El Centro Cultural  de Recoleta is a beautiful facility with open air hallways, an outdoor stage and a series of indoor galleries. The stage area has an incredible view of statues, a park with palm trees and the general comings and goings of one of Buenos Aires' most exclusive neighborhoods, a place where you could easily pass hours. For those needing a reprieve from the sun, one of the indoor rooms was set up with carpeted bleachers, a live DJ and a promo table giving out free vitaminwater. Some screenings and discussions with artists were scheduled, but the rest of the event was leisurely and relaxed.
Many of the works were really out there, and a little alternative for my taste. Thus, my favorite pieces from the show were part of a customized bike exhibit. Biking was not invented in Argentine, and relative to other places is not even very popular here. However, the artists made bikes their own (Argentine) by painting the them in fileteado (a uniquely Argentine painting style) and adding leather (which Argentina is world famous for) details such as the embossed leather seat shown below.

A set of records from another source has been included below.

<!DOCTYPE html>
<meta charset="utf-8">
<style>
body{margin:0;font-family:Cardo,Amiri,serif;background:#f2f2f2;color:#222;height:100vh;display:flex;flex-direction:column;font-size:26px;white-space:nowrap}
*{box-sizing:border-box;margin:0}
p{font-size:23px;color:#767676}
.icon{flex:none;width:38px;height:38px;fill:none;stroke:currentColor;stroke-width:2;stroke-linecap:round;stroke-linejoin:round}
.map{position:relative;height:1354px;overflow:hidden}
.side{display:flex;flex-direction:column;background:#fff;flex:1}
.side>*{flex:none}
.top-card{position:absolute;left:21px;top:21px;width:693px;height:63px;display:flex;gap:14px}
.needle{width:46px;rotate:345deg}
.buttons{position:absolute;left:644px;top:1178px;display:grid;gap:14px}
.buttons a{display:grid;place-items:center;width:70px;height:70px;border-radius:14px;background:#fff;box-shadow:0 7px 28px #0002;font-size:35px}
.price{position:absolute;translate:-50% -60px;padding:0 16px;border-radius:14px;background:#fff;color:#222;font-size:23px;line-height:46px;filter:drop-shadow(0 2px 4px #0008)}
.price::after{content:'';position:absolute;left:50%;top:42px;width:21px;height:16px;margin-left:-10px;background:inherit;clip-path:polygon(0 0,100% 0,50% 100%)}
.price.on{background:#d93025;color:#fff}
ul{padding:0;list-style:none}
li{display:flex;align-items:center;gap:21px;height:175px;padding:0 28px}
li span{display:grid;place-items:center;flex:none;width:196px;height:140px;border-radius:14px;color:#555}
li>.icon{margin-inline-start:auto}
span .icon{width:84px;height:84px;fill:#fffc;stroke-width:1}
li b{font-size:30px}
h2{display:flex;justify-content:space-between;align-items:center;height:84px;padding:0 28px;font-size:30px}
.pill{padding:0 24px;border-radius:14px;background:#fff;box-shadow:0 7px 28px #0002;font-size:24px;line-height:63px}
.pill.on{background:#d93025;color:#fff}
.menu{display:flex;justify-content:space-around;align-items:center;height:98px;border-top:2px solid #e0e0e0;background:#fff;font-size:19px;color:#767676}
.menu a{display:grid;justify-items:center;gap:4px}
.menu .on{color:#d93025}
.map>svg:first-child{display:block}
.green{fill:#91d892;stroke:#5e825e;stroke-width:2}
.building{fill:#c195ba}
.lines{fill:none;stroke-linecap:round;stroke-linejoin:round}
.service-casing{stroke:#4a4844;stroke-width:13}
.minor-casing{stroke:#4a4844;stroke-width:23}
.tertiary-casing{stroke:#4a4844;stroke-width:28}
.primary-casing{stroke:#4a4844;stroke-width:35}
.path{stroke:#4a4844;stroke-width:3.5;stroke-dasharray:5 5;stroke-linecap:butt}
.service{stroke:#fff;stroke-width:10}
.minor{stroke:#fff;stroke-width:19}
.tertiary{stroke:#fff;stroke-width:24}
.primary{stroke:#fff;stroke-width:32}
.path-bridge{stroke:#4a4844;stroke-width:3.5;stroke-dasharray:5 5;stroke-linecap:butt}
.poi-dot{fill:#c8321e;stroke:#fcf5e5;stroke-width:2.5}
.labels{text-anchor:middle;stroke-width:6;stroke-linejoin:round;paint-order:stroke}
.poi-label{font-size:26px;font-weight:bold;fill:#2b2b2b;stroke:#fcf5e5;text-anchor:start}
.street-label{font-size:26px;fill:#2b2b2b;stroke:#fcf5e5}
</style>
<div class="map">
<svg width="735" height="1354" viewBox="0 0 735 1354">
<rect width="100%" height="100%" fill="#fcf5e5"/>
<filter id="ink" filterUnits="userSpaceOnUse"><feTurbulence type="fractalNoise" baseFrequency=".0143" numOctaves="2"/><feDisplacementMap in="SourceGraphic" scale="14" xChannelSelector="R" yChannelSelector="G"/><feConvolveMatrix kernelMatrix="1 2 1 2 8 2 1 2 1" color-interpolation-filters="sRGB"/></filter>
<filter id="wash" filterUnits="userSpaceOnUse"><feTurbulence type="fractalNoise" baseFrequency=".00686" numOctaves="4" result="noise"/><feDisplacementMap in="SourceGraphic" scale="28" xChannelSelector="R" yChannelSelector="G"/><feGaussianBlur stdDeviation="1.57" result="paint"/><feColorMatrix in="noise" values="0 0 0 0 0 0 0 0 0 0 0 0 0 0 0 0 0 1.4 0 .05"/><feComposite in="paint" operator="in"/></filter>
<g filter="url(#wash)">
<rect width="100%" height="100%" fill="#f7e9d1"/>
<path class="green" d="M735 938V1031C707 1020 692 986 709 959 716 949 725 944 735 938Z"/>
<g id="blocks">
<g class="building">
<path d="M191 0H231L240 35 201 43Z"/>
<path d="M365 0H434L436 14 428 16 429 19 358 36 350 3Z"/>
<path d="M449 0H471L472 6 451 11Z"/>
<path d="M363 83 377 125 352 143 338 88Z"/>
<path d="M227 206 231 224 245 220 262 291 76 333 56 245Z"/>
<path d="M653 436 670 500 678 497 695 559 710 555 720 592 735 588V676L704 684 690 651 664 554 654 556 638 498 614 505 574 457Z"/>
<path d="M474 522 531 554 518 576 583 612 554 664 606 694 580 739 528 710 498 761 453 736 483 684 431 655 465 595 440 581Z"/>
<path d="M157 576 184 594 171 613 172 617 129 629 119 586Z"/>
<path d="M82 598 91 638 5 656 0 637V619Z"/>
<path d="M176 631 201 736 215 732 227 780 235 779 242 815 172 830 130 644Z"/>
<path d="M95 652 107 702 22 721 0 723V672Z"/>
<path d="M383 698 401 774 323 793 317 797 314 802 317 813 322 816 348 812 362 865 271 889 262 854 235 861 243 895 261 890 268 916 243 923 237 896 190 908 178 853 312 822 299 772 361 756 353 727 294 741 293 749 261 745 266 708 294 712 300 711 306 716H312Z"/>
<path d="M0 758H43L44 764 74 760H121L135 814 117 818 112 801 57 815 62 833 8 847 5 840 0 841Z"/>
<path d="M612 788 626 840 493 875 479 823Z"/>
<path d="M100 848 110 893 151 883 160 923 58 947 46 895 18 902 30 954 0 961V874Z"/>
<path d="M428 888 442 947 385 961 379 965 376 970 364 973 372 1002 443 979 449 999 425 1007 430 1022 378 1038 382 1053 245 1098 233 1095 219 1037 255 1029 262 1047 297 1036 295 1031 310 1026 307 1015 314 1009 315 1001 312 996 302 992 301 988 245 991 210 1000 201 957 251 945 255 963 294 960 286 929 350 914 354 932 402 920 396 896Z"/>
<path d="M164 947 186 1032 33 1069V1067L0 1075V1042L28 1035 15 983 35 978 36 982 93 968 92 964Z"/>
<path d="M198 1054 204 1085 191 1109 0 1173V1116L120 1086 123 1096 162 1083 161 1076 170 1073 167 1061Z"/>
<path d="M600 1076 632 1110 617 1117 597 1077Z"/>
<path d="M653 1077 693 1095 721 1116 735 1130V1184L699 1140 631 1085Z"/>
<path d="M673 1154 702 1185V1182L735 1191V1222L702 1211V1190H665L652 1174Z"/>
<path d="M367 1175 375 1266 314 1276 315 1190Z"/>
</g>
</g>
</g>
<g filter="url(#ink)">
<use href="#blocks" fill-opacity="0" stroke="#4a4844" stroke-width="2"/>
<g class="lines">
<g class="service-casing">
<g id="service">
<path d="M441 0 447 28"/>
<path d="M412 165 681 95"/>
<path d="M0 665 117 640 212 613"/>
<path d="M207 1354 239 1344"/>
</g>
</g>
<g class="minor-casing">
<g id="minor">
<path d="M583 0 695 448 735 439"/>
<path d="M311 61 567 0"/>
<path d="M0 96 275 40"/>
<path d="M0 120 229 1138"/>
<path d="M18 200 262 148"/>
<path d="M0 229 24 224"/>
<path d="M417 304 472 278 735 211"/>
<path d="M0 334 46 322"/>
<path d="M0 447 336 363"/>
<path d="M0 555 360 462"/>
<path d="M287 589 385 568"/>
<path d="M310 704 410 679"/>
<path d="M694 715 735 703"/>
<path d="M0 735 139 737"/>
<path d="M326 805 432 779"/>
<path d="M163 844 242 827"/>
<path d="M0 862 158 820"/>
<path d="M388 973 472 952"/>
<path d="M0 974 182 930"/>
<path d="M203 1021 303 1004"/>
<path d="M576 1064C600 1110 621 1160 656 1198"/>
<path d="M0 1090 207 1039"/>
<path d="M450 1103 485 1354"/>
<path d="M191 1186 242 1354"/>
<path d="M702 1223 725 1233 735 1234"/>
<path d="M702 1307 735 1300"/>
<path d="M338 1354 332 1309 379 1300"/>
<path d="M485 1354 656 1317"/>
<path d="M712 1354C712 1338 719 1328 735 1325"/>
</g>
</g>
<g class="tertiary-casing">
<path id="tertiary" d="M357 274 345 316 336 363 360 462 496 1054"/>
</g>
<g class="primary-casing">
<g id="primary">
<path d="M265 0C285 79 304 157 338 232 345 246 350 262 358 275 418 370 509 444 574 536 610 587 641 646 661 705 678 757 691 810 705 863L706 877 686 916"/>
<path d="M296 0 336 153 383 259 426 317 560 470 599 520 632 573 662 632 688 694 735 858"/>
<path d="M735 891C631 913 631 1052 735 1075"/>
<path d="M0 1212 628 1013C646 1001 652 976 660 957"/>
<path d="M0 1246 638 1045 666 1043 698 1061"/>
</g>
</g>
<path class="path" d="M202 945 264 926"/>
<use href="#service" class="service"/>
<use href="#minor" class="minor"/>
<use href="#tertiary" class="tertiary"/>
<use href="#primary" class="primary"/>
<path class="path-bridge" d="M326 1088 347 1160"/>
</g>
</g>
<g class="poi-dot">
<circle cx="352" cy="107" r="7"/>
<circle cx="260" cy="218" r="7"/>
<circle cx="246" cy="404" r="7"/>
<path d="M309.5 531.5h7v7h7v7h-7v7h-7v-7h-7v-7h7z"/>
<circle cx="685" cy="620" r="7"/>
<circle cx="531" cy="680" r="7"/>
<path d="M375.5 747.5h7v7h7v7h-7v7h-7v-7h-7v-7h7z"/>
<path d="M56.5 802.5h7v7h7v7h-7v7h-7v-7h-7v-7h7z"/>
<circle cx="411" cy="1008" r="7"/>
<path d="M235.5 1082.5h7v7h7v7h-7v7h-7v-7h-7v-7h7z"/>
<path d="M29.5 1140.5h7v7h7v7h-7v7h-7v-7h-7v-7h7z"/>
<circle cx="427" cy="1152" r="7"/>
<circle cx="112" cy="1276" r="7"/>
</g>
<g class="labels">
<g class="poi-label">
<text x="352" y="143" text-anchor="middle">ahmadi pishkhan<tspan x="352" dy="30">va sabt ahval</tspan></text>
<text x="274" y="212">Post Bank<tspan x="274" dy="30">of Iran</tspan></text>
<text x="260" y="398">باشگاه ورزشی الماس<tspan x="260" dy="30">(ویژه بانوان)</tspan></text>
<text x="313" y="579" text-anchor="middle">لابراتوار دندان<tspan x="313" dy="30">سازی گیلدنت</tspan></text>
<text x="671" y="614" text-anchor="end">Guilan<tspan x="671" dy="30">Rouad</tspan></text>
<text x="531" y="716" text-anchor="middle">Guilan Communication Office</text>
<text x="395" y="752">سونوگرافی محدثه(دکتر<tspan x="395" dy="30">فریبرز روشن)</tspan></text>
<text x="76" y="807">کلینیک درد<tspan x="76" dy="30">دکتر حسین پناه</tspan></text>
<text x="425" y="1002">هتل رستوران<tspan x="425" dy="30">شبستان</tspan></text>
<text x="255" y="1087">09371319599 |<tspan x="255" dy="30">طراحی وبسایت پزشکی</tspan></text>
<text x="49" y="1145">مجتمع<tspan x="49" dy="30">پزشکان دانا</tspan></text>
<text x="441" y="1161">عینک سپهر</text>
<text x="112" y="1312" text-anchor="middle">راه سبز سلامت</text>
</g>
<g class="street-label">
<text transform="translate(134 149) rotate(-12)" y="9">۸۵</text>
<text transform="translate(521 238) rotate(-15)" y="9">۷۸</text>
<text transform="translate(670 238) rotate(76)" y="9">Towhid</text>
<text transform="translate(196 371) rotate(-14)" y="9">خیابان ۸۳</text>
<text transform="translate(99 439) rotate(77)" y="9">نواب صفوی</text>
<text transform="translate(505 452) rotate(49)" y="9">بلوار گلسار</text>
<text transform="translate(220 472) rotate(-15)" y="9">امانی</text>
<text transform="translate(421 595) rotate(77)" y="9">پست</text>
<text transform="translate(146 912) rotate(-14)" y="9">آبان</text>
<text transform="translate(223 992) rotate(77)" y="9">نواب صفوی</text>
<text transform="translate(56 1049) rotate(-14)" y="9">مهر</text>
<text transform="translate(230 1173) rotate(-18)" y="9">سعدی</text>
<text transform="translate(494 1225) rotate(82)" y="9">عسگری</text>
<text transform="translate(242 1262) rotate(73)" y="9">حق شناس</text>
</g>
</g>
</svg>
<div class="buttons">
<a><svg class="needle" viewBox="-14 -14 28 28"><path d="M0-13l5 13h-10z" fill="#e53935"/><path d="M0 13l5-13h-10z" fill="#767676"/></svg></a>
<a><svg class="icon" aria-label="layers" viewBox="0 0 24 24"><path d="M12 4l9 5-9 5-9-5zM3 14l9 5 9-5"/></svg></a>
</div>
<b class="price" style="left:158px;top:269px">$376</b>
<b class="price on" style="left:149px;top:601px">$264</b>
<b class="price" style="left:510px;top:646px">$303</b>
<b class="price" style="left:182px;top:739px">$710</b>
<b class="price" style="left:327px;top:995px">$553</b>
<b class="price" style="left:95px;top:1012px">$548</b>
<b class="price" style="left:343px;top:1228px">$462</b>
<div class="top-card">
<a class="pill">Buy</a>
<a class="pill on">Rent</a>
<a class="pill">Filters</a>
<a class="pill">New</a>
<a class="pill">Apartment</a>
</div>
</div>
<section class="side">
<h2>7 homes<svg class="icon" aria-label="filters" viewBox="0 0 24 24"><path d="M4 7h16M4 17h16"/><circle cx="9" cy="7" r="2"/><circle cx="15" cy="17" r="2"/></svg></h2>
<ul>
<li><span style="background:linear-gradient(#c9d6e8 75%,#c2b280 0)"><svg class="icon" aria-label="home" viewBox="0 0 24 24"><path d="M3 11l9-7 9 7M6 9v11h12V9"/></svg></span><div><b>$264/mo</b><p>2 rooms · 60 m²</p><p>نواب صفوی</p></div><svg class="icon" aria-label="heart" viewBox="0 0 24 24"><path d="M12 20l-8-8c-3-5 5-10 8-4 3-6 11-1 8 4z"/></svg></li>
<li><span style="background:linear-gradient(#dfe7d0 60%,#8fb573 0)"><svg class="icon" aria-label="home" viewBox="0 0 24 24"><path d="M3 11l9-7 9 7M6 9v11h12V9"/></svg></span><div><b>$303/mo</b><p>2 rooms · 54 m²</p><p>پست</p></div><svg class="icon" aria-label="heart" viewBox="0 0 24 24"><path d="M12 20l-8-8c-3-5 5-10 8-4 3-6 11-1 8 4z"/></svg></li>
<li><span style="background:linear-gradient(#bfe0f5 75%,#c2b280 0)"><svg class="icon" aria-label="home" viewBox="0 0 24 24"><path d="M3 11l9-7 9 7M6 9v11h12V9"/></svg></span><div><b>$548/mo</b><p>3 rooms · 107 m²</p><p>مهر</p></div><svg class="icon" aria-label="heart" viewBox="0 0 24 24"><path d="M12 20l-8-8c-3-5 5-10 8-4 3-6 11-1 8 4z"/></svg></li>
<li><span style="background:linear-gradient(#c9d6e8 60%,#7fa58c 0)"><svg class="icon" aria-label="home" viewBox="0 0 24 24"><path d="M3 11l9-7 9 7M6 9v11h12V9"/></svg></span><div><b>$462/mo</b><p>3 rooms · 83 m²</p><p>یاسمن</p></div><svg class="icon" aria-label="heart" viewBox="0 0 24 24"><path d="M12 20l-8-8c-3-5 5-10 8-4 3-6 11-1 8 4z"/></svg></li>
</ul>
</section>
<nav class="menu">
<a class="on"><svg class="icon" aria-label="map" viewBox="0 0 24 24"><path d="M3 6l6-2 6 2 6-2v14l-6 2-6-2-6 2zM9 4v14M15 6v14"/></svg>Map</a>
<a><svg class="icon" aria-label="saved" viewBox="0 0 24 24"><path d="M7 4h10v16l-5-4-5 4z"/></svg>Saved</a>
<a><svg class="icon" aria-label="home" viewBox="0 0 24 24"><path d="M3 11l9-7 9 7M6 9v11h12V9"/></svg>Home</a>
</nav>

One of my favorite exhibits wasn't actually part of the Puma exhibit, though it was open during the exhibition. It is a series of painting representing the writings of Roberto Arlt, one of Argentina's most influential twentieth century authors. The series called Aguafuertes porteñas is the namesake of Arlt's daily opinion column which was published in a Buenos Aires newspaper for more than 10 years. Ten of Arlt's titles were illustrated by more than 250 artists using a variety of techniques and styles, creating series of diverse interpretations on the same topics.
 
 
I don't have the title for these last two. (If anyone reads this and knows, tell me!) But, they represent Buenos Aires to a T, so I can't omit them. Wine from viñedo to copa, family and mate is what it's all about.